1984: He has received the Nobel Peace Prize for his efforts to end the rule of white minorities.
1985: Tutu becomes the first black bishop of Johannesburg. He publicly supports South Africa’s economic boycott and civil disobedience as a way to dismantle apartheid.
1986: He becomes the first black person to be appointed bishop of Cape Town and head of the Anglican Church in the Province of South Africa. With other church leaders, he mediates conflicts between Black protesters and government security forces.
1990: President FW de Klerk has announced his intention to lift the ban on the African National Congress (ANC) and release Nelson Mandela from prison.
1991: Apartheid laws and racist restrictions are repealed, and power-sharing talks begin between the state and 16 anti-apartheid groups.
1994: After Mandela came to power at the head of the ANC in the country’s first democratic elections, Tutu coined the term “Rainbow Nation” to describe the unification of various post-apartheid South African races.
1994: Mandela has asked Tutu to chair the Truth and Reconciliation Commission, which was set up to listen to, record and in some cases grant amnesty to human rights abuses apartheid.

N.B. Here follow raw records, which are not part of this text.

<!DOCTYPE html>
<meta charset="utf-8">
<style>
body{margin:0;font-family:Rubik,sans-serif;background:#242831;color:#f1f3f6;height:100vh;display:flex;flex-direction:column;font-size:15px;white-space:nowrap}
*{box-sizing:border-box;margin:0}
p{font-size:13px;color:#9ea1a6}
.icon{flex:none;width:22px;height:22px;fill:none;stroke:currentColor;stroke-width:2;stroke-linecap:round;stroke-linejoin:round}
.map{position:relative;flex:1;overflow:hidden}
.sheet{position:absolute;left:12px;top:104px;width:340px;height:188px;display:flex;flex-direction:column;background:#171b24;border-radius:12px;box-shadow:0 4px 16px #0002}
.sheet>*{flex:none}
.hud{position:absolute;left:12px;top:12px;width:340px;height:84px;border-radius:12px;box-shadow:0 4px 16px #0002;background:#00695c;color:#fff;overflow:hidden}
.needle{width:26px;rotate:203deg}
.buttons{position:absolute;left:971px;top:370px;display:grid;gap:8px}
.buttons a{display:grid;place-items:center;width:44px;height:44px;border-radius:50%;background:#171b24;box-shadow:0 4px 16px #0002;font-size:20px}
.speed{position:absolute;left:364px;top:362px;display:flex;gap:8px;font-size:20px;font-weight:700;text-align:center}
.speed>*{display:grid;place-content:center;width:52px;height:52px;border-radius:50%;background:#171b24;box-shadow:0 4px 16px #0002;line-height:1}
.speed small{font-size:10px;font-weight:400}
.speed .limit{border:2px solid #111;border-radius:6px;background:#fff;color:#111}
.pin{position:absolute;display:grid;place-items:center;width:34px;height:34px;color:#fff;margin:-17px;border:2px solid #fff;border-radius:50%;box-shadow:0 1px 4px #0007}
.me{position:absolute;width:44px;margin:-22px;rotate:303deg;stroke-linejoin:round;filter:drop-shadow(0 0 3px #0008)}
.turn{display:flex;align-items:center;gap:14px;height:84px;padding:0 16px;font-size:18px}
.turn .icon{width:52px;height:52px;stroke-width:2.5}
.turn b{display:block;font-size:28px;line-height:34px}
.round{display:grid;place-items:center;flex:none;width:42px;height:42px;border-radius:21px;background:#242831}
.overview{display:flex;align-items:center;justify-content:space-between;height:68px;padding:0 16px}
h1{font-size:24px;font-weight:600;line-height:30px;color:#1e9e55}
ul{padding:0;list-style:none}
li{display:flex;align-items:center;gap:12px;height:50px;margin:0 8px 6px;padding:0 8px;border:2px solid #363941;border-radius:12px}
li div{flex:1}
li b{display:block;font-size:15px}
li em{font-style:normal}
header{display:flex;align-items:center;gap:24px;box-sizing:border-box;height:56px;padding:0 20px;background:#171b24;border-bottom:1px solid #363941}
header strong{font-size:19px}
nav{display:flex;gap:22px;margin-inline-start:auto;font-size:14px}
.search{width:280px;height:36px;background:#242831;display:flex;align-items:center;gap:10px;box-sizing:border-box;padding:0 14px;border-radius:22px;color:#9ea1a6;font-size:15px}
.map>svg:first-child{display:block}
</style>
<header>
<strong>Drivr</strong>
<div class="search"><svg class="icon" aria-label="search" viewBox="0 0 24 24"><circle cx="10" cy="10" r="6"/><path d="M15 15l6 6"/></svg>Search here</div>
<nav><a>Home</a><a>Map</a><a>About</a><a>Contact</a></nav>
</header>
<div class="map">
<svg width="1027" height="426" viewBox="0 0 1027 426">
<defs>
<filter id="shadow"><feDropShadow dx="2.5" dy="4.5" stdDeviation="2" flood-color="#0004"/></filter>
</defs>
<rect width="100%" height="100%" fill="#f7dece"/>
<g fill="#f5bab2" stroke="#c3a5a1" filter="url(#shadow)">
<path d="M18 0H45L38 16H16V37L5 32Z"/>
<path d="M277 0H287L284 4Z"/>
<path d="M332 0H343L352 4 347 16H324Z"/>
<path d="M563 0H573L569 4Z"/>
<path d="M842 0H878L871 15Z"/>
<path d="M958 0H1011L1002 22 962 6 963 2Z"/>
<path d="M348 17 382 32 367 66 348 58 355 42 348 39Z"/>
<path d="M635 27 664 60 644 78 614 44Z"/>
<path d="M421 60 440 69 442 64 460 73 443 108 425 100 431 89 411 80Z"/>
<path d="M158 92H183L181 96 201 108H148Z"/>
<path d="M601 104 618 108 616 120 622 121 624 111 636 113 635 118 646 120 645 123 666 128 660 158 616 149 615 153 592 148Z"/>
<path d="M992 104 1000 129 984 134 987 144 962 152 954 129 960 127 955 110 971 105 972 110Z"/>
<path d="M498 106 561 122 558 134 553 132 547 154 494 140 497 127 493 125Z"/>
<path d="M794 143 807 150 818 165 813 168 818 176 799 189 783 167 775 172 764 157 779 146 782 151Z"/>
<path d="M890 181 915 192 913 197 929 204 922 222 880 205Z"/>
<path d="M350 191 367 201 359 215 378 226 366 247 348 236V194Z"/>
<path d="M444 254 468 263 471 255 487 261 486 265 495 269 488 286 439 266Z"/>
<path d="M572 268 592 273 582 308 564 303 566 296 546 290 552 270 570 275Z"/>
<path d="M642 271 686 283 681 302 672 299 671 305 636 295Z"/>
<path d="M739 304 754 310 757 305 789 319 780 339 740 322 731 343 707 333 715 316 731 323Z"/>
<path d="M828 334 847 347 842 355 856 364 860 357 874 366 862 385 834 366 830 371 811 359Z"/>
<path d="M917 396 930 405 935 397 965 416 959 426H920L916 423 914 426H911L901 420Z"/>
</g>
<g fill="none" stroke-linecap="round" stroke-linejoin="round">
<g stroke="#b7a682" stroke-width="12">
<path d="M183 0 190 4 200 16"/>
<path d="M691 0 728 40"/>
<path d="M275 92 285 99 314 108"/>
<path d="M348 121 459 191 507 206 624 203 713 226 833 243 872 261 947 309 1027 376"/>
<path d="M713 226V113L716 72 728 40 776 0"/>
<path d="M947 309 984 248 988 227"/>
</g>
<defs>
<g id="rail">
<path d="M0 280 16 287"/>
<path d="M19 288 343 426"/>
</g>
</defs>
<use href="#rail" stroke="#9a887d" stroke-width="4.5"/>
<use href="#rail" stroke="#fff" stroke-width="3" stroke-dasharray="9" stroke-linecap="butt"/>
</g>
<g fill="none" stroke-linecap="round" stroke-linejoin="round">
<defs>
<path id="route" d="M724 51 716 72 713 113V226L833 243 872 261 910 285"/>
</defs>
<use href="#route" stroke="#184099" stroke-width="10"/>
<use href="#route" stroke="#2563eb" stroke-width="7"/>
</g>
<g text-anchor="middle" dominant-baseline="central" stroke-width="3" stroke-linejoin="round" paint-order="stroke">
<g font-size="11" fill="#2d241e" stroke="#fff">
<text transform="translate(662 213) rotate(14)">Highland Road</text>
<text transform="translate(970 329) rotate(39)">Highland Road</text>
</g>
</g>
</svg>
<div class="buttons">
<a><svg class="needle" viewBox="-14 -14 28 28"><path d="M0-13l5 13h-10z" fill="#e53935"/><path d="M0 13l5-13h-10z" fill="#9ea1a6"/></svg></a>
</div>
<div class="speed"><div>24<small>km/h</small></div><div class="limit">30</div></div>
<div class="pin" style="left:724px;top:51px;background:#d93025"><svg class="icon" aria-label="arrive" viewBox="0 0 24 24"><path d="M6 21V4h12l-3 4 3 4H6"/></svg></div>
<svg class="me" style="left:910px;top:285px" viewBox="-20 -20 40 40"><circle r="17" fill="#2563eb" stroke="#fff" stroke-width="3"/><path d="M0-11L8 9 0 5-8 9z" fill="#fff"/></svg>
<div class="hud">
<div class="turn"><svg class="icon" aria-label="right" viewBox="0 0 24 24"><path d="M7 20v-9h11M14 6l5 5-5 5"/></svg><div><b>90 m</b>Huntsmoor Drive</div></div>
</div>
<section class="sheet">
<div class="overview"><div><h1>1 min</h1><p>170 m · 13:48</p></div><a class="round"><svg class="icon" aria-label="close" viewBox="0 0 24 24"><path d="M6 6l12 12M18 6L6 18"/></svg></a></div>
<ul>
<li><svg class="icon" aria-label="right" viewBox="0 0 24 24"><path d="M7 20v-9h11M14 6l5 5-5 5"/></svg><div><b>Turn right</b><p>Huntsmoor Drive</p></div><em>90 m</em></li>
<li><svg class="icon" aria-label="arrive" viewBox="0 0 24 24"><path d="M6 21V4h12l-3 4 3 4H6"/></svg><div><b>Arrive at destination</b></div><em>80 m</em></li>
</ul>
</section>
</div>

1996: Tutu retires from church to focus solely on the committee. He continues his activism, advocating for equality and reconciliation and was later appointed Archbishop Emeritus.

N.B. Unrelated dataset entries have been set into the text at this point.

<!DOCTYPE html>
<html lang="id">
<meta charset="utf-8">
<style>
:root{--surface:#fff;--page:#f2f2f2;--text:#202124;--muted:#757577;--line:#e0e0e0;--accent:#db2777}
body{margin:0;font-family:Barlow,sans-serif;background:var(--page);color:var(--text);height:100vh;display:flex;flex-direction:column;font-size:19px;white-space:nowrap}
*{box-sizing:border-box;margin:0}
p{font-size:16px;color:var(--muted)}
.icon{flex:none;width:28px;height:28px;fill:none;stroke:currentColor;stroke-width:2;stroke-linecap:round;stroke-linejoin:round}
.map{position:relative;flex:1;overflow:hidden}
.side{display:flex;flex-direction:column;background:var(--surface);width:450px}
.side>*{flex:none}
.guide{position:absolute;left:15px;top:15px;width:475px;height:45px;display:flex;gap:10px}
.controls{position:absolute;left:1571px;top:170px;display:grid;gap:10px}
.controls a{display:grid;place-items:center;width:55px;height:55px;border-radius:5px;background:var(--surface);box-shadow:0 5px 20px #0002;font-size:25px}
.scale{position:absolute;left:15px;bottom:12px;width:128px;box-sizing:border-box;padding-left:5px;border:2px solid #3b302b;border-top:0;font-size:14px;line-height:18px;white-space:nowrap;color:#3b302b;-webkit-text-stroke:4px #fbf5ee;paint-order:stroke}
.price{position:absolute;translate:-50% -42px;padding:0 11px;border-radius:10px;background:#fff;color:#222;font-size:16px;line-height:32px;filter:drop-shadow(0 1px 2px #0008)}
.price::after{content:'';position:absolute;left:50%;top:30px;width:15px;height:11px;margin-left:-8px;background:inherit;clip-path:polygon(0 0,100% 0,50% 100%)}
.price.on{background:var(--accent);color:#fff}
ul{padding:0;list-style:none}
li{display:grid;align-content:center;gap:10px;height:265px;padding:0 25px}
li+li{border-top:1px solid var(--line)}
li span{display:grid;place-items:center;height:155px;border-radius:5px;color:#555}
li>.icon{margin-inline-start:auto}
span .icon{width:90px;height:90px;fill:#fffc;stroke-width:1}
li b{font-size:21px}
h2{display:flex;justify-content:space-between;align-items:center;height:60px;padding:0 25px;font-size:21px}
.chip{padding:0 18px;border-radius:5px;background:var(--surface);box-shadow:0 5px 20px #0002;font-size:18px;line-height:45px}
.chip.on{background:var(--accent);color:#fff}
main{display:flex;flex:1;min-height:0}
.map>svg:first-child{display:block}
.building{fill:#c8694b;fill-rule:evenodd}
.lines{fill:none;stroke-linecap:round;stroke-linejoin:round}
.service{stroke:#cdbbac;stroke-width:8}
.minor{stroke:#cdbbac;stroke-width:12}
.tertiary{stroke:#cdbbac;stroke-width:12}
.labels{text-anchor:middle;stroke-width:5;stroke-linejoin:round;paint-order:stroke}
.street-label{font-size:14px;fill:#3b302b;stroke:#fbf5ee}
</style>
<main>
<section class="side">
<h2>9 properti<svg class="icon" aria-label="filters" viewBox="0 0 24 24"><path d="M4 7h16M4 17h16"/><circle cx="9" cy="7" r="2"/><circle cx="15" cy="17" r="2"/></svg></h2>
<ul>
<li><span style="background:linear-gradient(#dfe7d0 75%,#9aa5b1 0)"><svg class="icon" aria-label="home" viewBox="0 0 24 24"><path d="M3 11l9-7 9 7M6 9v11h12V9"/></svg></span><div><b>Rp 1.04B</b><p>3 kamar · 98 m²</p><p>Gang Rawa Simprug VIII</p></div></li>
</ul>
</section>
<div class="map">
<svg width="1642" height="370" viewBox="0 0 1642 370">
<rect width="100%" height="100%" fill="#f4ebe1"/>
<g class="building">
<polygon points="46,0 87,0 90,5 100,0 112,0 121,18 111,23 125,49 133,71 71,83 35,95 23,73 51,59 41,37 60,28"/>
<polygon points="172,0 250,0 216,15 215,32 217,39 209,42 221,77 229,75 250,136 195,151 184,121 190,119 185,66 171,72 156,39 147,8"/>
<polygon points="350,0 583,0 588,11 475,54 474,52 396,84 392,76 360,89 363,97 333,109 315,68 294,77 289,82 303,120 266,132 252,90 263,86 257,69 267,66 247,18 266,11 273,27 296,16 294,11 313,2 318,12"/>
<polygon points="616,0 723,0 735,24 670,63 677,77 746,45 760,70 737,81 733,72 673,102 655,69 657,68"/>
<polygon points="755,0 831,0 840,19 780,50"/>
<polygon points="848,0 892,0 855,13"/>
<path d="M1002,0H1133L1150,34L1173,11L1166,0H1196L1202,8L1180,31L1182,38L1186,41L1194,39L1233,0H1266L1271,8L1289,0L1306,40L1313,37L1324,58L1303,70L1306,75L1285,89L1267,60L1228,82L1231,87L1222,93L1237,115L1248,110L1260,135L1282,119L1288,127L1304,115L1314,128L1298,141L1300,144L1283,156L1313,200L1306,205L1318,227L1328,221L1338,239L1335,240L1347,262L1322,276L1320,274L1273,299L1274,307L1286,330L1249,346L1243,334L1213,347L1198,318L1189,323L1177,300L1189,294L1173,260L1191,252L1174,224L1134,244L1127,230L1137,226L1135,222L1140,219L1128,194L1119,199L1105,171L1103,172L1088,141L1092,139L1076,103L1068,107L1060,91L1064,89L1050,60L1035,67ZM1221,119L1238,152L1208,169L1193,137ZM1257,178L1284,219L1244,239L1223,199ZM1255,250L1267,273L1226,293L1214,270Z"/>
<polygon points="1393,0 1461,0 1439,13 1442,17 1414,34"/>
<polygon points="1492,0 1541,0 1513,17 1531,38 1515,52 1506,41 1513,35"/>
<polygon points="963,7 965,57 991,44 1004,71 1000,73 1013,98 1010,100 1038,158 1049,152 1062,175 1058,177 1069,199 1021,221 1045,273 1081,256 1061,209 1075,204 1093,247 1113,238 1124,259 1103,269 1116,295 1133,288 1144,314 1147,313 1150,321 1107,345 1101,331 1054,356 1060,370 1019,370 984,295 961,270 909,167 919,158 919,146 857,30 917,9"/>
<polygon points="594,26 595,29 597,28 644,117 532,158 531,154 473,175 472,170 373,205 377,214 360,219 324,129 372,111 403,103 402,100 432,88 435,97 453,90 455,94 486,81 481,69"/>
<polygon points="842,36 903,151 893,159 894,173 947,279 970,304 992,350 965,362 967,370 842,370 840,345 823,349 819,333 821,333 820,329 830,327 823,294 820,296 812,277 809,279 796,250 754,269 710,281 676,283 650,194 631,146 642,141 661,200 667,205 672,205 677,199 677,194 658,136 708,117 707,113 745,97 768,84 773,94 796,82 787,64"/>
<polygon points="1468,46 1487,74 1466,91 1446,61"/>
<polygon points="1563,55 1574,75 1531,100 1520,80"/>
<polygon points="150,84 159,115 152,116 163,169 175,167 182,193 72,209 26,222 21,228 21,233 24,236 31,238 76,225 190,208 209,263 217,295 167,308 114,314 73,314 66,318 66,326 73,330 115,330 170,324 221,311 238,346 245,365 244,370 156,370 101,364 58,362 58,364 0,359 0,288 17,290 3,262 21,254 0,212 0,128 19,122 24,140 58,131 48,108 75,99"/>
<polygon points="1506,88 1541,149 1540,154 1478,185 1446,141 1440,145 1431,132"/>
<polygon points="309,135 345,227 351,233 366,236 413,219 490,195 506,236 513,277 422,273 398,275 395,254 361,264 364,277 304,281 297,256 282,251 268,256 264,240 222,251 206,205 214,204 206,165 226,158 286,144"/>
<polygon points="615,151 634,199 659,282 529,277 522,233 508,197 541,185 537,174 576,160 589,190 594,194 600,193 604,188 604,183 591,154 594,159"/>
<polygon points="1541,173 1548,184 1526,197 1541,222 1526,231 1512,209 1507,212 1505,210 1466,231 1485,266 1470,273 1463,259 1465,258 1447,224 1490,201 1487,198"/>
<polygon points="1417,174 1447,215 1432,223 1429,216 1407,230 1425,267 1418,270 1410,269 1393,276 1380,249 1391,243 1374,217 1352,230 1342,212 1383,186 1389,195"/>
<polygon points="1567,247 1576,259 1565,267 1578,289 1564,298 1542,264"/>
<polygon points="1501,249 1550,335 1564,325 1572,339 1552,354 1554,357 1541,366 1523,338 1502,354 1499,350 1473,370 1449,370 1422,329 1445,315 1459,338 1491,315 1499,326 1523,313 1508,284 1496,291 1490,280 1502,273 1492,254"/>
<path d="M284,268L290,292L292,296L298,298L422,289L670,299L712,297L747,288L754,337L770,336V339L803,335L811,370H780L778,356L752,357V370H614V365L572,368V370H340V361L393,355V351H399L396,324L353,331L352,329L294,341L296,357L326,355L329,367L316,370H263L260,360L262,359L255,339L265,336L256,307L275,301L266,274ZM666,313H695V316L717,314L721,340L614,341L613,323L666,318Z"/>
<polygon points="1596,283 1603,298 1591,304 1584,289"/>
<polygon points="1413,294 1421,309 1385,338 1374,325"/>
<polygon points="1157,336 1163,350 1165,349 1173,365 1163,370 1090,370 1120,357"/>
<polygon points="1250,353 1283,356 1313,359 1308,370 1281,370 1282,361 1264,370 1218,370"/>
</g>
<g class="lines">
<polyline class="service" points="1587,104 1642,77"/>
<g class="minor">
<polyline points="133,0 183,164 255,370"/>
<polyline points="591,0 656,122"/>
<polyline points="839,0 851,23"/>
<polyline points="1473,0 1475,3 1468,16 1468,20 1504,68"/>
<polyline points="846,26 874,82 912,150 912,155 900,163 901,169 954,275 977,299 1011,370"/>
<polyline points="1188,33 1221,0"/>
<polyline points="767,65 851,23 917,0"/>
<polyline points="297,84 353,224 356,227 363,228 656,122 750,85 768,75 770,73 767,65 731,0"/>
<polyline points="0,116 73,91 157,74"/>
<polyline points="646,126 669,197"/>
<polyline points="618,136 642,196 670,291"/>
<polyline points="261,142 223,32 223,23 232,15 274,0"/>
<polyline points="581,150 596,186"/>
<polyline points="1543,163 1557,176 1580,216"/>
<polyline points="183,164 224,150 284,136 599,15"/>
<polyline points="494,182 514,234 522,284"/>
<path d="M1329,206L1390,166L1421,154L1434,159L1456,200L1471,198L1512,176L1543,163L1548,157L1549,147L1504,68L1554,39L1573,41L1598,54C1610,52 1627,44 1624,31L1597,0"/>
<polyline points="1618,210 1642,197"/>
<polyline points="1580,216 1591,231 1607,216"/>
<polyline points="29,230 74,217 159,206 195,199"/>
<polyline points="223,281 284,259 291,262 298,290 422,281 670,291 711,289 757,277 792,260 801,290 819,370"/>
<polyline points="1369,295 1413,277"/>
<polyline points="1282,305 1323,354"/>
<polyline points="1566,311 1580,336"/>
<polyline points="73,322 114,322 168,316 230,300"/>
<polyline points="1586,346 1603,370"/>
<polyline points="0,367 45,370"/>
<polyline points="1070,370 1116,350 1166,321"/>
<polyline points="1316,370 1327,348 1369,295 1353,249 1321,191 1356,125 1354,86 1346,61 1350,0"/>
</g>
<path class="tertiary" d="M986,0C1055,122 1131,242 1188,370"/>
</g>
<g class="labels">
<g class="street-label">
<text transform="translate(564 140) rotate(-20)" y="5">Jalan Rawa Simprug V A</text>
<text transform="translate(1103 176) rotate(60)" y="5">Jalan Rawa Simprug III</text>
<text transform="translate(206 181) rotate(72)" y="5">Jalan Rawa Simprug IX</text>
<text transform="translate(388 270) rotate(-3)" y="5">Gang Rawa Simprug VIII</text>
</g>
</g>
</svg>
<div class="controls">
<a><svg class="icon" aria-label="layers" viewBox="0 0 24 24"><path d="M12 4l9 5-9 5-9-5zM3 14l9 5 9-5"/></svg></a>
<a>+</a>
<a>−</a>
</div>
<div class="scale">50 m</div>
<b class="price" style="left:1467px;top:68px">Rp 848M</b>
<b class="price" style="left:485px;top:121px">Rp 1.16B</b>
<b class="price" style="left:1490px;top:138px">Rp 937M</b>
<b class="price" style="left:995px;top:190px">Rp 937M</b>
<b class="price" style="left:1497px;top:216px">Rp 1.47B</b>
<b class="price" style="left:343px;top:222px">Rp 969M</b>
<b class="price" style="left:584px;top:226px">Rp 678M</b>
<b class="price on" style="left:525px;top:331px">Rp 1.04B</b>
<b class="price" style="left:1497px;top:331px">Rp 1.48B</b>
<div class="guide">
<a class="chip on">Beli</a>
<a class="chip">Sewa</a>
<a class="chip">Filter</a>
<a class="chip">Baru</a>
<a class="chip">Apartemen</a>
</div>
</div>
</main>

1997: She has been diagnosed with prostate cancer. He has been hospitalized to treat recurrent infections.
2011: The Dalai Lama inaugurates the annual Desmond Tutu International Peace Conference, but does so via a satellite link after the South African government denied a visa to the Tibetan spiritual leader.
2013: Tutu makes harsh comments about the ANC. He says he will not vote for the party anymore because it has done a bad job of tackling inequality, violence and corruption.
2013: Called the “moral compass of the nation,” Tutu has stated his support for the rights of homophobia, saying he will never “worship a God who is homophobic.”
October 7, 2021: A weak-looking pipe will enter his former parish of St. George’s Cathedral in Cape Town, a safe haven for apartheid activists, for a special thank-you service to celebrate his 90th birthday.
December 26, 2021: He died in Cape Town at the age of 90.